Think about an agreement that you made with someone else, but you failed to keep. I am sure that one will come to mind. It could be a small one, like not returning a friend’s call when you said you would. Or it could be a big one like not paying your mortgage to the bank on time.
If you think about the consequences of not keeping your agreement, there is obviously a cost to others no matter how big or small. Your friend might be disappointed. The bank’s books could be impacted.
But the real impact is to you psychologically. A broken agreement impacts your self-esteem, your values, your integrity. Isn’t that the case? How do you feel about yourself when you recall that agreement you failed to keep?
Thinking further about that agreement, when did you first know that you would not be able to keep the agreement?
Often times, we know it before we actually made the agreement. If I told my friend I would call her back but I knew I would not likely get to it, I actually knew I would likely break the agreement before I made it. So why do we make agreements we know we are unlikely to keep?
The answer is often 1 of 3 reasons:
1. Comfort. We do not want go through the discomfort of saying no initially.
2. Approval. We want our friend to like us.
3. Control. We want to control the interactions and the relationship.

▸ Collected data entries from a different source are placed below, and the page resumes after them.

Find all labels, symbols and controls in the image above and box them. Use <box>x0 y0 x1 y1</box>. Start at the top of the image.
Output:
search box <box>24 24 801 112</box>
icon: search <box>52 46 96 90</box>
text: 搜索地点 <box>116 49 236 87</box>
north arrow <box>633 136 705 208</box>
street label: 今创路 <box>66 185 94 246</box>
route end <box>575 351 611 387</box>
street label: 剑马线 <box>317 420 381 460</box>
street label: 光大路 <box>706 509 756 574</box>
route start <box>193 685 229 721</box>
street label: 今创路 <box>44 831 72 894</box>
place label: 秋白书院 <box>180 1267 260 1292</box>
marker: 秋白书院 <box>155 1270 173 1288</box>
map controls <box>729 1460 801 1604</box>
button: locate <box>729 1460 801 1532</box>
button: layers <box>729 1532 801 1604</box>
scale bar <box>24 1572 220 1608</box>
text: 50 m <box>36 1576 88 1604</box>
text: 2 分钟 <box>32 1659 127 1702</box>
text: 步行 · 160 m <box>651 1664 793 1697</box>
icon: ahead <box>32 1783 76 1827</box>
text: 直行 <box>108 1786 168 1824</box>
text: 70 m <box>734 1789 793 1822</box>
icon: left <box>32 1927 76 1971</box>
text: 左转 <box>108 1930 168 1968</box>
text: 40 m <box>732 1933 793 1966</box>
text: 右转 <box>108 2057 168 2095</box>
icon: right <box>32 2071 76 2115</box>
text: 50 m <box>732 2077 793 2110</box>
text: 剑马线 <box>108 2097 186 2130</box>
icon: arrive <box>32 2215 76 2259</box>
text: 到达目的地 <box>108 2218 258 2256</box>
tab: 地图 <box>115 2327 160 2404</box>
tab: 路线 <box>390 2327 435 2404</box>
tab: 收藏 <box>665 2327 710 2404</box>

But if there is such a psychological cost, then we should really think about what we are avoiding and if it is really worth the cost.
The same thing goes when we find that we are unable to keep an agreement we truly intended to keep. The reason we do not deal with it immediately often falls into 1 of these same 3 buckets as well.
So think about these tips:
1. Don’t make agreements you don’t intend to keep.
2. Re-negotiate agreements as soon as you are aware that you can’t keep them.
3. Write your agreements down.
4. Review them regularly.
5. Let those affected know as soon as you become aware you will not be able to honor agreements.
6. Don’t over commit.
If we view all agreements as being made with ourselves and consider the high cost of not honoring them, we will make fewer agreements that we likely break, and we will clean up messes we unintentionally make faster. This keeps us clear to make the contribution in the world we ultimately want to make.